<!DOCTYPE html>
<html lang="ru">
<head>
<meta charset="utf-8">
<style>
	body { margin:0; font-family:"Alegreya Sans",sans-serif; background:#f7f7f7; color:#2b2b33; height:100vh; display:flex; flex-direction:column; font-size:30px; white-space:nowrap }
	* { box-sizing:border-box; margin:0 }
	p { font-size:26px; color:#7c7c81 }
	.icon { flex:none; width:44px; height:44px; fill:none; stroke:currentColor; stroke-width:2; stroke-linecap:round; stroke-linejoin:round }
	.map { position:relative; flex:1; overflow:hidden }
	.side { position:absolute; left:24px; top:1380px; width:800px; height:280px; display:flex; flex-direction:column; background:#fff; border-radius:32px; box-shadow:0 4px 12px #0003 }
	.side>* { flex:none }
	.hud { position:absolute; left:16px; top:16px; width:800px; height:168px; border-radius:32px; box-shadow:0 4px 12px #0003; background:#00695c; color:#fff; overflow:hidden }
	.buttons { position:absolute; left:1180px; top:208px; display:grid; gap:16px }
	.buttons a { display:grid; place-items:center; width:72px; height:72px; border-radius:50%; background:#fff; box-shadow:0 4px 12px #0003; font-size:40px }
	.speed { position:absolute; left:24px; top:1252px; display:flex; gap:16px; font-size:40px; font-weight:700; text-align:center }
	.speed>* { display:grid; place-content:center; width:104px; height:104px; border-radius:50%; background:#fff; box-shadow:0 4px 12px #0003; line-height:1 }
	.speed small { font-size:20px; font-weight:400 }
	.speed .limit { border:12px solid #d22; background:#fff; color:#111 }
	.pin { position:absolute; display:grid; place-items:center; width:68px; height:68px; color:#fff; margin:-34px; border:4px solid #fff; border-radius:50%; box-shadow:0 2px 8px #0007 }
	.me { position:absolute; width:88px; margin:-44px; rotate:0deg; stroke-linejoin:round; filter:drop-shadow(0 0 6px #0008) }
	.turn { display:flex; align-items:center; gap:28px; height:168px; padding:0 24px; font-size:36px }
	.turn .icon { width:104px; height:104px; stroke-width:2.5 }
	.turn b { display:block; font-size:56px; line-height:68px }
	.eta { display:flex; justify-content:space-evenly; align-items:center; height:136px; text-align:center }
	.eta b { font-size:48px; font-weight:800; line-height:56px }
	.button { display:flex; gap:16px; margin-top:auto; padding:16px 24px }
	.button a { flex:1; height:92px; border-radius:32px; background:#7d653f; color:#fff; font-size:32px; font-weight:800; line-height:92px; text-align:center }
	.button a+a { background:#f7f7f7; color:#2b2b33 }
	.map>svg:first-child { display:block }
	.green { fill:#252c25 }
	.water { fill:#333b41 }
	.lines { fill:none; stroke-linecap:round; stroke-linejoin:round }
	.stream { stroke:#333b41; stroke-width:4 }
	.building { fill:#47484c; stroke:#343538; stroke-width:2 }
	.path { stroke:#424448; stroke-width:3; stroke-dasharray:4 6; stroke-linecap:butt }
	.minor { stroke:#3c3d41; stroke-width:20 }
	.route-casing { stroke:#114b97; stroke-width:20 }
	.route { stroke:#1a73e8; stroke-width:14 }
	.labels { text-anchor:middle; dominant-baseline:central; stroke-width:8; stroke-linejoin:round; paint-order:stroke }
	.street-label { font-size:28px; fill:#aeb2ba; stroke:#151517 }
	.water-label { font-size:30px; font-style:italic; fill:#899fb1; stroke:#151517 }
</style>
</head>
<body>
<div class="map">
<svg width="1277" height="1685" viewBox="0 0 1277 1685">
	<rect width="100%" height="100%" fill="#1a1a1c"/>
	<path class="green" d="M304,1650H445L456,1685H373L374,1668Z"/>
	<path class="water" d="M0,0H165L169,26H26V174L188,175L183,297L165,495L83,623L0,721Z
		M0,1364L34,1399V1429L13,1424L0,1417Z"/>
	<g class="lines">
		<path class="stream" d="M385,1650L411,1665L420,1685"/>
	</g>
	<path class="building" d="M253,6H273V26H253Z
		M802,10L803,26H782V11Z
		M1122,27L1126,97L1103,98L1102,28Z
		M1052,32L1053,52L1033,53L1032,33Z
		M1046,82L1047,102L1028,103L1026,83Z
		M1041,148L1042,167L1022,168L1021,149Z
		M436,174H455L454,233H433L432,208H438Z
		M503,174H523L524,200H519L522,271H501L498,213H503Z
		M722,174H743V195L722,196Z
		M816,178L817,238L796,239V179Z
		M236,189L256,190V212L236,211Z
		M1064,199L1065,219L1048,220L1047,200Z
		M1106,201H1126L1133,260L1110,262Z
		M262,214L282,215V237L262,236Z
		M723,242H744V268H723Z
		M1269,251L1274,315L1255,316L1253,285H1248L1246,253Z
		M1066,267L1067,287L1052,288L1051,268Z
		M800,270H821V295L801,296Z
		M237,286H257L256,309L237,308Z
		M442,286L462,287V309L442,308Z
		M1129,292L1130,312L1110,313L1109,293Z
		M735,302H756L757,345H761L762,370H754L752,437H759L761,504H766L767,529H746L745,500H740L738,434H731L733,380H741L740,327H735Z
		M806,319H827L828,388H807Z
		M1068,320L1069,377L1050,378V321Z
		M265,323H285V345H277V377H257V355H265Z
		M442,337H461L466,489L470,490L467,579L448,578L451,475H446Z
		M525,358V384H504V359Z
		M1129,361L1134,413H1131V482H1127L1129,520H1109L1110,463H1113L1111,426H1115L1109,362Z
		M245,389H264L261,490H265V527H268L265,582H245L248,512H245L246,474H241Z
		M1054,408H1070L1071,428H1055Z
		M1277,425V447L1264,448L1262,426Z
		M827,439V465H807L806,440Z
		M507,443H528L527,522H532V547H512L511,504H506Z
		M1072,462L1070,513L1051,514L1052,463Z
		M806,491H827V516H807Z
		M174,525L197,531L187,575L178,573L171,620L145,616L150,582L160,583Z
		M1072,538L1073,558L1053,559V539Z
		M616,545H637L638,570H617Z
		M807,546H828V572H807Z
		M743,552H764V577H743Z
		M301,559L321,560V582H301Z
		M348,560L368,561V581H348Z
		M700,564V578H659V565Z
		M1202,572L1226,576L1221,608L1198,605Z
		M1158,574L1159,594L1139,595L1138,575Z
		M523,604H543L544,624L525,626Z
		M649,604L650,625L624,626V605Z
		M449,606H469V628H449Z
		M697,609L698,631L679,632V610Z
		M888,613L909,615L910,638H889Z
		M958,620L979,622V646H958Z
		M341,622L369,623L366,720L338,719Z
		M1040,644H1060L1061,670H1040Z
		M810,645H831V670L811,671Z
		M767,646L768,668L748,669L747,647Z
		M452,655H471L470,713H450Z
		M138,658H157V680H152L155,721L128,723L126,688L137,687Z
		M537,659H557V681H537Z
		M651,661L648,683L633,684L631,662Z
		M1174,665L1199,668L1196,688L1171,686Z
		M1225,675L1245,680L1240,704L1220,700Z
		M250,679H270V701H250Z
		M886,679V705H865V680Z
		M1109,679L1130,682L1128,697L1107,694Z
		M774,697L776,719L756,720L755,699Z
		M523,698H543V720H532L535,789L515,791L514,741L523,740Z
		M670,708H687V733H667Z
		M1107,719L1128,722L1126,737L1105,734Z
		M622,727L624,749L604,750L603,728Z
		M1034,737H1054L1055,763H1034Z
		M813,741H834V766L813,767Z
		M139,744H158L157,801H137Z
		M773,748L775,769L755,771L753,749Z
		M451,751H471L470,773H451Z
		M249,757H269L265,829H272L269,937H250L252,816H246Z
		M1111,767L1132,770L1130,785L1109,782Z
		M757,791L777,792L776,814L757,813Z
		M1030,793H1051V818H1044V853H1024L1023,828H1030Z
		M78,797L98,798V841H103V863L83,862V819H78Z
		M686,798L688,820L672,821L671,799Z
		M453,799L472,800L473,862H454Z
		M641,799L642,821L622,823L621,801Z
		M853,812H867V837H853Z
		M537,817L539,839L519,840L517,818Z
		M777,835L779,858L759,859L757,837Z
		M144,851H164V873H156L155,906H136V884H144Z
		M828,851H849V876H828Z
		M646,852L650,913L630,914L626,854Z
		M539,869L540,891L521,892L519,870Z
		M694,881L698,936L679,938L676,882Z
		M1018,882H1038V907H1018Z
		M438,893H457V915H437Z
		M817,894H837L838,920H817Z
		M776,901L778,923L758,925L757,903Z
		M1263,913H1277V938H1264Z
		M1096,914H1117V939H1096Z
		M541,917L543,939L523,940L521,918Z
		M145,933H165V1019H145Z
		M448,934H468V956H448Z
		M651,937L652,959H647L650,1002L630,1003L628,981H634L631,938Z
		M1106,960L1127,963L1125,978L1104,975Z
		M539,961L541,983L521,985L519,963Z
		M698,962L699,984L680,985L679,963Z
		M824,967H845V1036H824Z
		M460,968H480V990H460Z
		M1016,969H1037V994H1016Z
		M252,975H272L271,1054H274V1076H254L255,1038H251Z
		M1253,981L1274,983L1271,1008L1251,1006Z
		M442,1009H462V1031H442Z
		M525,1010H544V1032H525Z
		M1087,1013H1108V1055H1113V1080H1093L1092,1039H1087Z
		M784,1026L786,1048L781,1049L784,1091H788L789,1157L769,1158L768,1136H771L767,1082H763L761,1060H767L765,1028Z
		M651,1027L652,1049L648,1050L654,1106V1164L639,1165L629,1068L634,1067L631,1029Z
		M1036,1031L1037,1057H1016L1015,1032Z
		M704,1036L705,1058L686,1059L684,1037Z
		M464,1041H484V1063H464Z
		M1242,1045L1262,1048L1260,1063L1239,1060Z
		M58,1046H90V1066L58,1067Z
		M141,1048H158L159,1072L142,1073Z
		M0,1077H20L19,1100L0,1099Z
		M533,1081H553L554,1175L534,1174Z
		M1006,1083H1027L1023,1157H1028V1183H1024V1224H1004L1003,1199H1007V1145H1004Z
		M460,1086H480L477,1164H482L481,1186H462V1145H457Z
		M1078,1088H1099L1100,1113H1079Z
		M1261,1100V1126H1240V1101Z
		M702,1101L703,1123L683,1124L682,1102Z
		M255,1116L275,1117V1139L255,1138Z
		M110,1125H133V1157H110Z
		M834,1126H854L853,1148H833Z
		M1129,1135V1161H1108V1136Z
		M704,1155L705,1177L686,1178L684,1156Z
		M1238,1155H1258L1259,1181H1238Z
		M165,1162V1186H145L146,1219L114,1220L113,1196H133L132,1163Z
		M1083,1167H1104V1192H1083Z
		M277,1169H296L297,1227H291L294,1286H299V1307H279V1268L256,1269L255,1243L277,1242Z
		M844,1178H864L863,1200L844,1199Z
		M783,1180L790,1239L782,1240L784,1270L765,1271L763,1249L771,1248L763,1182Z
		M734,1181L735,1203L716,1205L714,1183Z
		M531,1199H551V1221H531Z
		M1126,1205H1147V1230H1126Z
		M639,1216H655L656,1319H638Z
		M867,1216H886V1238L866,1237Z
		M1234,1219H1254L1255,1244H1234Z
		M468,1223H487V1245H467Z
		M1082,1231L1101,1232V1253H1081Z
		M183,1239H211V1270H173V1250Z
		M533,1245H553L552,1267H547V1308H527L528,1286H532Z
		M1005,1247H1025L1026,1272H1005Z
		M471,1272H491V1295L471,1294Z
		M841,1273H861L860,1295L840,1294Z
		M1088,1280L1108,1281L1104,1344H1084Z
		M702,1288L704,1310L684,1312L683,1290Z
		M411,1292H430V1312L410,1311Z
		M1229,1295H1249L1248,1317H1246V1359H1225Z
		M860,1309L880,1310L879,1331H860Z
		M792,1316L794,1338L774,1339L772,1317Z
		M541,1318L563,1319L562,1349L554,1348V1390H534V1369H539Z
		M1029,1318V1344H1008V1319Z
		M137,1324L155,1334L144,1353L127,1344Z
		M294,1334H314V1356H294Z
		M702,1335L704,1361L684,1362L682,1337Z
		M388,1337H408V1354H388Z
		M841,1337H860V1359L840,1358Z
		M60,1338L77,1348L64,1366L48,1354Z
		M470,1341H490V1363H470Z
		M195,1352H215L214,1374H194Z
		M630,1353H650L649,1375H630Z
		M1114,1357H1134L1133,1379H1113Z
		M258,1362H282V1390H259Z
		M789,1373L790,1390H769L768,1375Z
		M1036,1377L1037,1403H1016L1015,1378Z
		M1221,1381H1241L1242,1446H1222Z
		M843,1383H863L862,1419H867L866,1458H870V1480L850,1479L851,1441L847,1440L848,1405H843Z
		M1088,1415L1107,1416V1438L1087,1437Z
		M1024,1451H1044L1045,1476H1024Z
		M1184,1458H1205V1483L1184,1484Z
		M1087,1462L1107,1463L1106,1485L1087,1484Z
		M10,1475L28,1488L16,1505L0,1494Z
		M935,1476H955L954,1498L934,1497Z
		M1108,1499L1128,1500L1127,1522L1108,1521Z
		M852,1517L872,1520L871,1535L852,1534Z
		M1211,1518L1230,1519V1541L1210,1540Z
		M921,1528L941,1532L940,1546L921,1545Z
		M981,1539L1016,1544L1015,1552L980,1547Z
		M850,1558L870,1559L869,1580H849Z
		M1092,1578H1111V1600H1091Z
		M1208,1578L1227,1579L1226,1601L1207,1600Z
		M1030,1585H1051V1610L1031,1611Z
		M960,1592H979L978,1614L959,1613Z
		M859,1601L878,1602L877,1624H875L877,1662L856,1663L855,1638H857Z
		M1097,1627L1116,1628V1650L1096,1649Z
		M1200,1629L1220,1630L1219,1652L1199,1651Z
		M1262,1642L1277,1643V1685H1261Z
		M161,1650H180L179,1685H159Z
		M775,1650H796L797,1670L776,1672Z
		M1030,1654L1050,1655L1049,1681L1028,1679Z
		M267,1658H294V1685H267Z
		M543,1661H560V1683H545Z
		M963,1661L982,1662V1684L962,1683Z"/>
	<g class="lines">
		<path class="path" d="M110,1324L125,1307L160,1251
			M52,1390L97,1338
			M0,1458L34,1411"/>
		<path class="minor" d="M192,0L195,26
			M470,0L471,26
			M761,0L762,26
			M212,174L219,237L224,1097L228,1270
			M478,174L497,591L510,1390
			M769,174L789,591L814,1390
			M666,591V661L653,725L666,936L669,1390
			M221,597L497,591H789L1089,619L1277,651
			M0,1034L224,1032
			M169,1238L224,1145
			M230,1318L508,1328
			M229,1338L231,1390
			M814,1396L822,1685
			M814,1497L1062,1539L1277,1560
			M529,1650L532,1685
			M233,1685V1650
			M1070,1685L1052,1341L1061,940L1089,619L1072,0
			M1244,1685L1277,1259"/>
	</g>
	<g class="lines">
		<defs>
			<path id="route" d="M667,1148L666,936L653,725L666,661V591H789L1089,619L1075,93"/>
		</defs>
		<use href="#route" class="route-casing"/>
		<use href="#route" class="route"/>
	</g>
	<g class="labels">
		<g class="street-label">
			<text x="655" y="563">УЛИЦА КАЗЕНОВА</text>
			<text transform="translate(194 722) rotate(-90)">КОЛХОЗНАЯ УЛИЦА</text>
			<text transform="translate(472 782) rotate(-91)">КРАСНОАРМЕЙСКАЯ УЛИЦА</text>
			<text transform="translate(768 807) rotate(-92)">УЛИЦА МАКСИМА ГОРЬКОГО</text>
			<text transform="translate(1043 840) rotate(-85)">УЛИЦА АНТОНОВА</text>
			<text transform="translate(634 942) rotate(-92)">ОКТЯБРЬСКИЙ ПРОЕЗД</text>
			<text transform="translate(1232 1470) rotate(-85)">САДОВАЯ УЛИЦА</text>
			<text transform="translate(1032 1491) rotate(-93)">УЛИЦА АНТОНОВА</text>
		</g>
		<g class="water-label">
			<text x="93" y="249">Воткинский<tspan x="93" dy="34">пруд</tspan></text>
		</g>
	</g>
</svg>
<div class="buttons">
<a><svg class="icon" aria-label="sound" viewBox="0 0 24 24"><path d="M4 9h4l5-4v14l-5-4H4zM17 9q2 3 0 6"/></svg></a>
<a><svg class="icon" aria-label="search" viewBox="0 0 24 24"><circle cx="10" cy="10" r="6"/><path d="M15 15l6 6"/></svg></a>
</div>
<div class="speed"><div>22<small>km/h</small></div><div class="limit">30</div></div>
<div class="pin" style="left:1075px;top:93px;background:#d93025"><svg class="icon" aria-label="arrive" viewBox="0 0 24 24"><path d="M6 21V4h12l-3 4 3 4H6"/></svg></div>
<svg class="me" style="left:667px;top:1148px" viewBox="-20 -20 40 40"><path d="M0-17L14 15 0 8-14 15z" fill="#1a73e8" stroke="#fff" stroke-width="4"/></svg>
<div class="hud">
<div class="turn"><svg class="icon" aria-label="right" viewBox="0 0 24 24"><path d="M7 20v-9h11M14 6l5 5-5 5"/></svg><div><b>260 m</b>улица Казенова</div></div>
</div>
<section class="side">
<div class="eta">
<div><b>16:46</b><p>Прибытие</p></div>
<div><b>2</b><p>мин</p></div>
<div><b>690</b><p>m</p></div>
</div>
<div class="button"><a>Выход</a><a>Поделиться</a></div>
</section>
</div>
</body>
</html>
········
▶ _WHAT THIS TASK INVOLVES_:
If a line comes after the one containing "background:#f7f7f7; color:#2b2b33; height:100vh;", leave it out; set down every line of the data before it, and that line itself, exactly.

▶ _TASK OUTPUT_:
<!DOCTYPE html>
<html lang="ru">
<head>
<meta charset="utf-8">
<style>
	body { margin:0; font-family:"Alegreya Sans",sans-serif; background:#f7f7f7; color:#2b2b33; height:100vh; display:flex; flex-direction:column; font-size:30px; white-space:nowrap }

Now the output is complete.